Наш шаткий мир нарушает Никита, на его лице сияет улыбка - мой брат доволен приемом.
– Родная, очень рад, что ты познакомилась с доктором Гробовым. Однако придется прервать вашу беседу. Мне нужно с тобой переговорить. Жду в библиотеке.
Никита уходит, и мы с Гавриилом Германовичем снова остаемся тет-а-тет. В его синих глазах перемежается пламя костра с отголосками мертвых ледяных бурь. Удерживая меня в заточении своего мрачного обаяния, он галантно берет мою руку. Чувство благоговения исчезает ровно в тот момент, когда холодные сильные пальцы смыкаются на моей кисти. Я готова дать присягу на Конституции, что слышала, как на запястьях защелкнулись тюремные наручники. Гавриил Германович еще почему-то не сводит с меня странного обжигающего взора - можно подумать, ему приглянулась идея возыметь абсолютную власть над моей душой и телом.
«Что же это получается, я только что подписала договор со Смертью?..»
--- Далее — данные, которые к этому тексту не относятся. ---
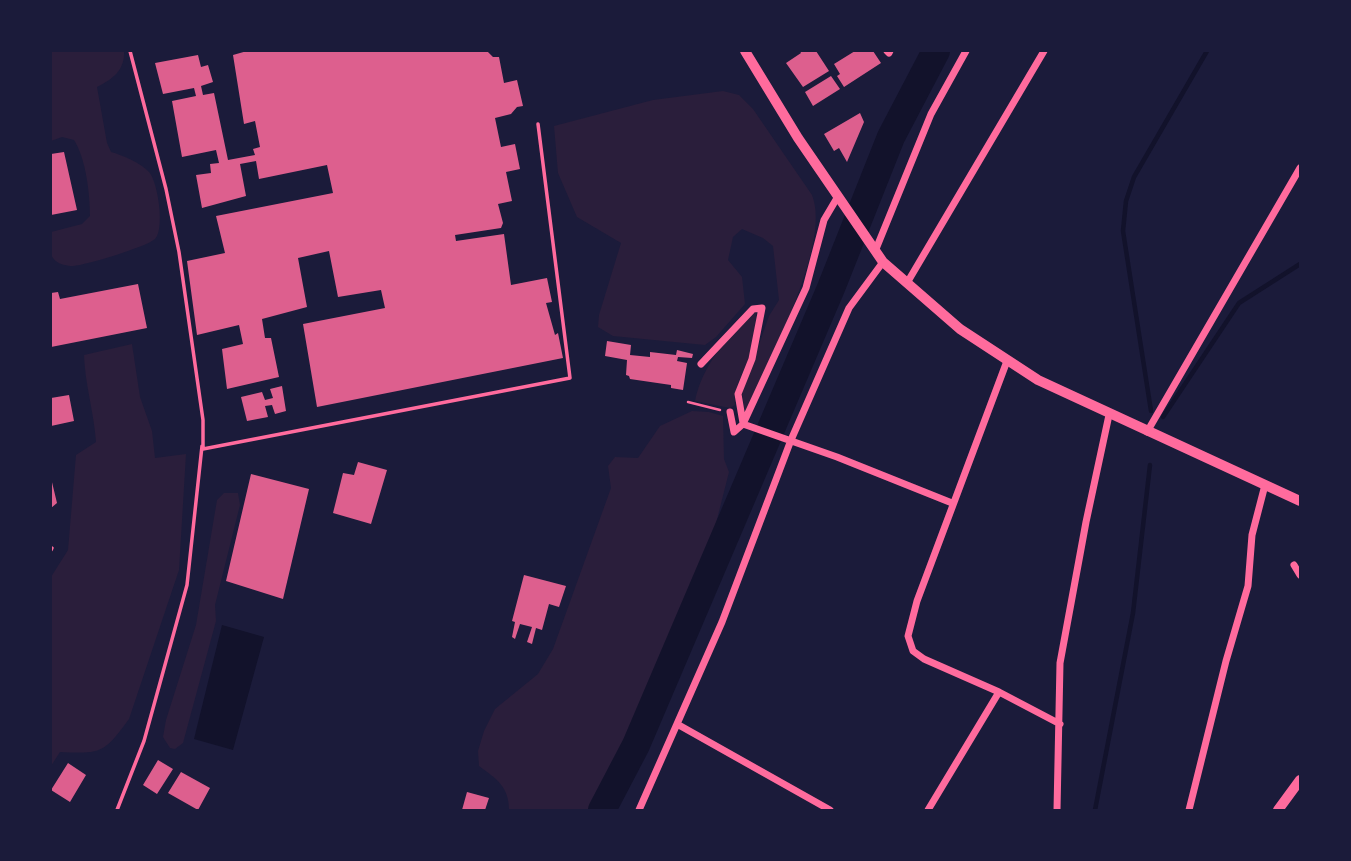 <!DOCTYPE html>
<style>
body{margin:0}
#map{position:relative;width:1351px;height:861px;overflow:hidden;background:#1b1b3a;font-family:"Fira Sans",sans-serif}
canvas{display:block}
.frame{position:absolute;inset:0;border:52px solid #1b1b3a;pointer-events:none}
</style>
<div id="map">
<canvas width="1351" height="861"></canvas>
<div class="frame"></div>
</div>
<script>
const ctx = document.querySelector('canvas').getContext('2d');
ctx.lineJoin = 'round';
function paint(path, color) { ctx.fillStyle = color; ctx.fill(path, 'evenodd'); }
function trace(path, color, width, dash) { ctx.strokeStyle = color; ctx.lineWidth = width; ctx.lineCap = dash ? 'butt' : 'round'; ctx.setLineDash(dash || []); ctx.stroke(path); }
paint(new Path2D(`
 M51 51H124C125 70 113 79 97 87L107 143 111 152C122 155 141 163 149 172 158 182 165 229 155 239 146 247 86 265 73 266 66 266 57 264 53 258 48 252 51 240 51 232L82 224 90 216C90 194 86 159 74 140L62 137 51 141Z
 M723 91 739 95 753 109 812 195C832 245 767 363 745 412L742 393 769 316 779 300 773 246 763 238 742 229 733 237 728 260 742 277 745 304 716 337 705 345 613 336 598 327 599 315 621 243 577 217 558 173 554 126 653 100Z
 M756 311C756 325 754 338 751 351 746 369 733 386 735 405L730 408 695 401C702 366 729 333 756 311Z
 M132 344 140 397 152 431 155 458 186 454 179 570 129 719C104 753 102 754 60 752L51 766V577L68 550 76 455 96 442C94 412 85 385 84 355Z
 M692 411 709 412 723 416 724 459 729 472 709 551 676 638 631 742 610 777 595 810H509C509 787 497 779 479 766L478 751 484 731 495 709 538 674 553 649 611 488 608 466 615 457 638 458 660 426Z
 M224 493H238L240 505 215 605 216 621 183 743 175 749 170 748 163 737 166 720 196 625 217 500Z`), '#2a1e3b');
paint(new Path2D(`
 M222 625 264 637 233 750 194 739Z`), '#12122b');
trace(new Path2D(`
 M1151 411 1123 231 1126 201 1134 177 1207 51
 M1163 417 1239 303 1300 264
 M1095 810 1133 613 1150 465`), '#12122b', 4.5);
trace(new Path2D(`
 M602 810 636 745 831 288 891 137 936 51`), '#12122b', 28);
paint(new Path2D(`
 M247 51H487L493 57H499L504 83 517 80 523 106 517 107 511 114 495 118 501 147 515 144 520 169 506 172 512 201 498 204 503 223 501 228 455 235 456 241 504 234 511 285 547 278 552 302 546 303 555 335 558 333 563 358 317 407 303 324 385 308 381 290 338 297 329 251 298 258 307 307 262 319 265 338H271L279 377 227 389 222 349 243 344 239 325 197 335 187 261 225 253 216 216 333 193 327 165 259 179 256 161 240 164 246 196 202 208 196 175 211 173 210 164 219 163 216 150 182 157 172 101 196 96 194 88 163 94 155 63 198 55 201 67 208 65 213 82 201 86 203 95 214 93 228 160 255 155 253 149 260 147 255 121 244 124 233 55Z
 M800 51H816L829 71 803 87 786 63 801 53Z
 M855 51H873L881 63 844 87 837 76 840 74 834 64Z
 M831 76 840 89 813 106 805 92Z
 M860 113 864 122 847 162 839 148 834 151 824 134Z
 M64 152 77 210 51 215V154Z
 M138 284 147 328 51 347V293L58 292 60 299Z
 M607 341 631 345 630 355 650 357V352L676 355 677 350 693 354 692 358 678 357 677 361 687 363 683 390 671 388V385L630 379 629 376 626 375 627 360 605 356Z
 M282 386 286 411 275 414 272 405 265 406 268 417 247 421 241 397 262 392 265 400 273 398 270 389Z
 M69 395 74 421 51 426V398Z
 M358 462 387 470 371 524 333 513 343 473 354 475Z
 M251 474 309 489 283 599 226 581Z
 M51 478 57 503 51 508Z
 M524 575 566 586 559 607 549 604 542 630 536 628 532 644 527 642 532 627 520 624 515 639 512 637 515 622 512 621Z
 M158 760 173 769 157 794 143 785Z
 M68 763 86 775 70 802 51 790Z
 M181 772 210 788 198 810 168 793Z
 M467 792 489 798 485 810H462Z`), '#dd5f8e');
trace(new Path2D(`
 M688 402 720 410`), '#ff6b9d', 2.5);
trace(new Path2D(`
 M130 51 166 189 179 252 203 420V449
 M203 449 570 378 538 124
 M51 550 52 548
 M117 810 144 741 187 585 202 446`), '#ff6b9d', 3.5);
trace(new Path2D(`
 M887 51 889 53 890 51
 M876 249 931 114 966 51
 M907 283 1044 51
 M1007 361 917 601 908 636 913 651 924 659 999 692 1060 724
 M701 364 753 309 762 308 752 359 738 394 743 423
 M730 412 734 432 743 424 806 288 824 220 837 198
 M743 424 837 457 952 503
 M1147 432 1300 168
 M1294 565 1300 575
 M677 724 830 810
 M639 810 722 622 791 440 849 308 883 262
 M928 810 999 692
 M1057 810 1060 663 1086 522 1109 415
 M1189 810 1226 661 1248 586 1252 535 1265 485`), '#ff6b9d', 7);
trace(new Path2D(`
 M745 51 798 138 883 262 960 329 1038 380 1300 501
 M1278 810 1300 780`), '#ff6b9d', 10);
</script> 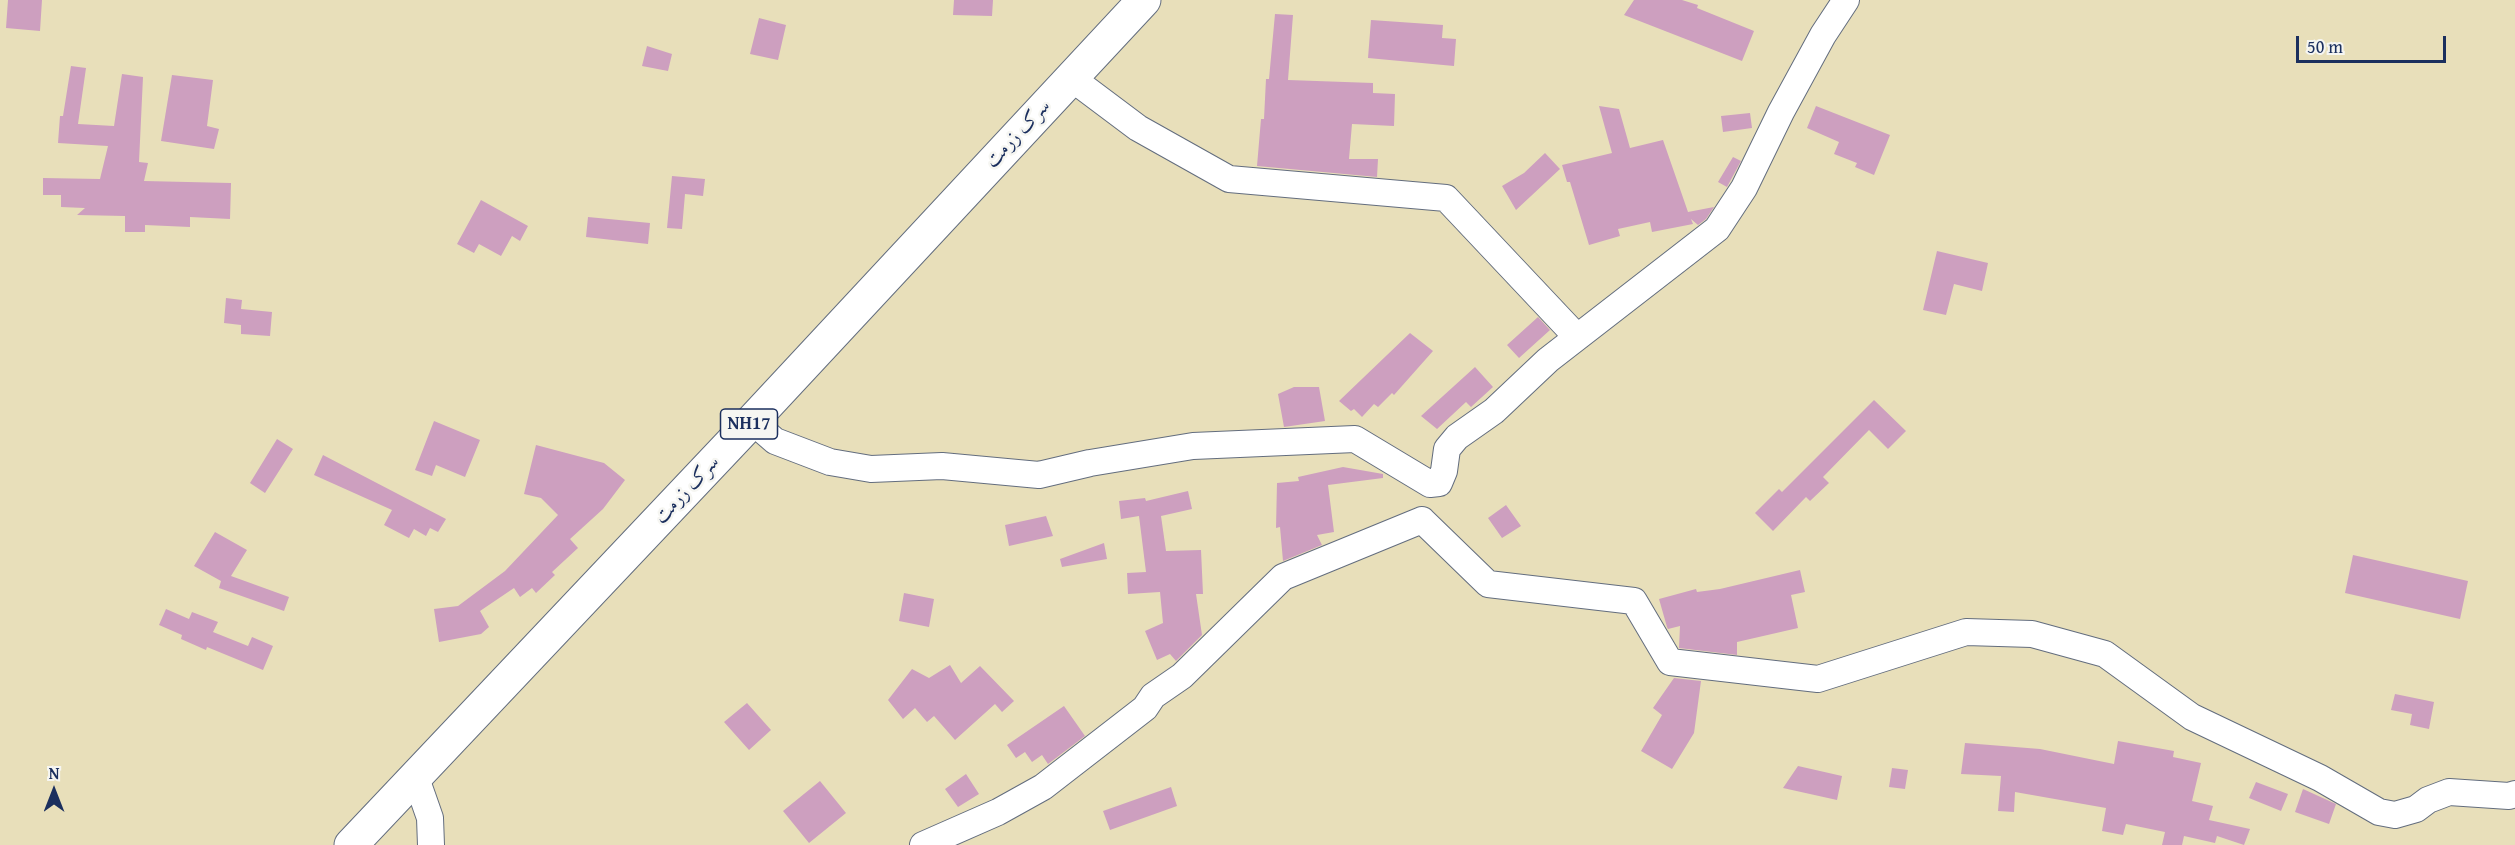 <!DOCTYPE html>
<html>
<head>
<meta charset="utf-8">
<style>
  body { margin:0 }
  #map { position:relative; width:2515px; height:845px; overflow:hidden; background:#e8dfba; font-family:"Gentium Book Plus",serif }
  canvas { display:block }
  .north { position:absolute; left:24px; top:761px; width:60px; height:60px; -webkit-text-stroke:4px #f6f6f2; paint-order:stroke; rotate:0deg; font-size:16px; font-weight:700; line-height:24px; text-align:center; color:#1b2f5e }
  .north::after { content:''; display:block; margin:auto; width:21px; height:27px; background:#1b2f5e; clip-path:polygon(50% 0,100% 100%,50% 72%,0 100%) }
  .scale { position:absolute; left:2296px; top:36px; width:150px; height:27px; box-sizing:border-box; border:3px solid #1b2f5e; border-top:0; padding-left:8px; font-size:18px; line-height:21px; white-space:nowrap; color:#1b2f5e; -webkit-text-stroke:4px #f6f6f2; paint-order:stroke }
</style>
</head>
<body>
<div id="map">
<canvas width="2515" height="845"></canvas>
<div class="north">N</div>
<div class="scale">50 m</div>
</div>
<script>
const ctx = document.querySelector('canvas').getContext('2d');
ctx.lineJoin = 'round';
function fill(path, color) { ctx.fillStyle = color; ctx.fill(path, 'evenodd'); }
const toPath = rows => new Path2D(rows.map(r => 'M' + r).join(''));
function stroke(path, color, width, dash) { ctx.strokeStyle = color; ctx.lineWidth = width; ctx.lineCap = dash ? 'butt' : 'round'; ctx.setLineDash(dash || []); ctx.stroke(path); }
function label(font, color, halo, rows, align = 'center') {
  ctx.font = font + ' "Gentium Book Plus",Amiri,serif'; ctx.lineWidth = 5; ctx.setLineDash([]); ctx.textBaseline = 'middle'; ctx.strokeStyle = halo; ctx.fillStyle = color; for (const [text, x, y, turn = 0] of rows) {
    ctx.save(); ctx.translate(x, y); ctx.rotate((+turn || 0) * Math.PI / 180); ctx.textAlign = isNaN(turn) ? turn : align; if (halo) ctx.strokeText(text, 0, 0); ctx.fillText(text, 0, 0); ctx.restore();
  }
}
fill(toPath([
  [8,0,42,0,40,31,6,28],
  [954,0,993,0,992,16,953,15],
  [1634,0,1682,0,1698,5,1697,8,1754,31,1742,61,1624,15],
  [1275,14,1293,15,1288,80,1373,83,1373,93,1395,94,1394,126,1352,124,1349,159,1378,159,1377,177,1257,166,1261,119,1264,119,1266,79,1269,79],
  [759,18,786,25,778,60,750,54],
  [1371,20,1443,25,1442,38,1456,39,1454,66,1368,58],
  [647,46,672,54,668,71,642,66],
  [71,66,86,68,78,124,114,126,122,74,143,77,139,162,148,163,144,181,231,183,230,219,190,217,190,227,145,225,145,232,125,232,125,216,77,215,85,208,61,207,61,195,43,195,43,178,100,179,108,146,58,143,60,116,63,116],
  [172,75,213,80,207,126,219,129,214,149,161,141],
  [1599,106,1619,109,1630,148,1663,140,1688,212,1714,207,1706,219,1698,225,1691,219,1693,224,1652,232,1650,222,1618,229,1620,236,1589,245,1570,182,1567,182,1562,165,1612,153],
  [1816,106,1890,135,1874,175,1855,167,1857,163,1834,154,1839,142,1807,128],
  [1750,113,1752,128,1723,132,1721,116],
  [1545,153,1560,169,1516,210,1502,186,1524,173],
  [1733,157,1741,161,1727,187,1718,182],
  [672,176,705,179,703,196,685,194,682,229,667,228],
  [481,200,528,226,520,241,512,236,501,256,479,244,474,253,457,244],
  [588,217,650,223,648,244,586,237],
  [1937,251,1988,263,1982,291,1954,284,1946,315,1923,310],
  [226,298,242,300,241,309,272,312,270,336,241,334,241,325,224,323],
  [1538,317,1550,330,1519,358,1507,345],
  [1410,333,1433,351,1394,395,1392,393,1378,407,1374,404,1362,417,1354,409,1351,411,1339,401],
  [1475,367,1493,387,1471,407,1466,402,1437,429,1421,416],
  [1294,387,1319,387,1325,421,1284,427,1278,394],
  [1874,400,1906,431,1888,449,1869,430,1823,477,1829,483,1810,501,1806,497,1773,531,1755,513,1779,489,1782,492],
  [434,421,480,440,465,477,436,465,432,476,415,470],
  [277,439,293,449,265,493,250,483],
  [536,445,604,463,625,480,603,509,570,539,578,548,552,572,555,575,536,593,532,588,520,597,514,588,480,611,489,627,481,634,439,642,434,609,458,606,505,571,558,515,541,498,524,494],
  [323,455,446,519,438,532,430,528,426,536,414,529,409,538,384,525,392,510,314,475],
  [1343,467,1383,474,1383,478,1328,485,1334,532,1317,535,1322,545,1283,561,1280,527,1276,528,1277,483,1299,481,1298,477],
  [1188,491,1192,509,1161,516,1166,551,1201,550,1203,594,1196,594,1202,635,1176,661,1170,654,1157,660,1145,631,1163,623,1160,592,1128,594,1127,573,1146,572,1139,516,1121,519,1119,501,1145,498,1146,501],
  [1506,505,1521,526,1502,538,1488,518],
  [1046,516,1053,536,1009,546,1005,525],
  [215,532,247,550,231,576,289,597,284,611,219,588,221,581,194,566],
  [1104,543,1107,559,1062,567,1060,559],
  [2353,555,2468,581,2460,619,2345,593],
  [1800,570,1805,592,1791,595,1798,628,1737,642,1737,655,1679,648,1680,626,1668,629,1667,627,1659,599,1696,589,1697,592,1720,589],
  [904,593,934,599,929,627,899,621],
  [166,609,189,619,192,612,218,622,213,632,248,646,252,637,273,646,263,670,207,647,206,650,181,639,182,635,159,625],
  [950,665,961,683,980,666,1014,701,1002,712,995,704,955,740,934,716,927,722,915,708,903,719,888,700,912,669,929,678],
  [1674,678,1701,681,1694,733,1672,769,1641,751,1662,715,1653,708],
  [2395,694,2434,702,2429,729,2410,725,2412,714,2391,710],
  [747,703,771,730,749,750,724,722],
  [1064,706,1085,736,1048,764,1042,755,1032,762,1025,752,1016,758,1007,745],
  [2118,741,2174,751,2173,757,2201,763,2192,801,2213,806,2209,820,2250,829,2244,845,2217,836,2215,843,2184,836,2182,845,2162,845,2165,832,2126,824,2123,835,2102,831,2106,808,2015,792,2014,812,1998,811,2001,776,1961,774,1965,743,2040,749,2114,764],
  [1798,766,1842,776,1837,800,1783,788],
  [1892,768,1908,770,1905,789,1889,787],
  [966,774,979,794,958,807,945,789],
  [820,781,846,813,809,843,783,811],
  [2256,782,2288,794,2281,811,2249,798],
  [1171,787,1177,806,1110,830,1103,811],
  [2303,789,2336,804,2329,824,2295,812]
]), '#cd9fbf');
const minor = toPath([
  [1070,77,1138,128,1229,179,1446,198,1577,337],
  [752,421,775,441,830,462,871,469,942,466,1039,475,1090,463,1193,446,1355,439,1430,484,1439,483,1444,471,1447,449,1457,437,1494,411,1548,360,1717,229,1744,188,1781,112,1823,35,1846,0],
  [1422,520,1488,584,1634,601,1670,662,1818,679,1966,632,2032,634,2105,654,2192,717,2320,778,2379,812,2395,815,2416,809,2428,800,2449,792,2509,796,2515,794],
  [416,778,430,818,431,845],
  [923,845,998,812,1043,787,1145,708,1153,696,1182,676,1283,577,1422,520]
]);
const highway = toPath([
  [351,845,752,421,1144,0]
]);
stroke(minor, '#636d7e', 28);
stroke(highway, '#636d7e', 35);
stroke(minor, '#fff', 26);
stroke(highway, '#fff', 33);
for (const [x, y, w] of [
  [749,424,57]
]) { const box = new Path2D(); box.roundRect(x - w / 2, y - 15, w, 30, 4.5); ctx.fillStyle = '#f6f6f2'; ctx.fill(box); stroke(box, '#1b2f5e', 1.5); }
label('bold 18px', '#1b2f5e', null, [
  ["NH17",749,424]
]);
label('20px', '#1b2f5e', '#f6f6f2', [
  ["سرک زرمت",1018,134,-47],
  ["سرک زرمت",687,490,-47]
]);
</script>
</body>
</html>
– Спасибо, что нашли время приехать ко мне на праздник, - чуть слышно выговариваю я, озадаченно смотря на него.
– Радость моя, благодарю, что скрасили мое одиночество.
Откровенность в его словах режет слух, а будоражащее прикосновение мягких губ к внутренней стороне моего запястья рассеивает остатки несуразных мыслей о скрепах со Смертью.
– Рада была доставить вам удовольствие, Гавриил Германович, - смущенно сглатываю я и делаю глубокий успокоительный вдох-выдох.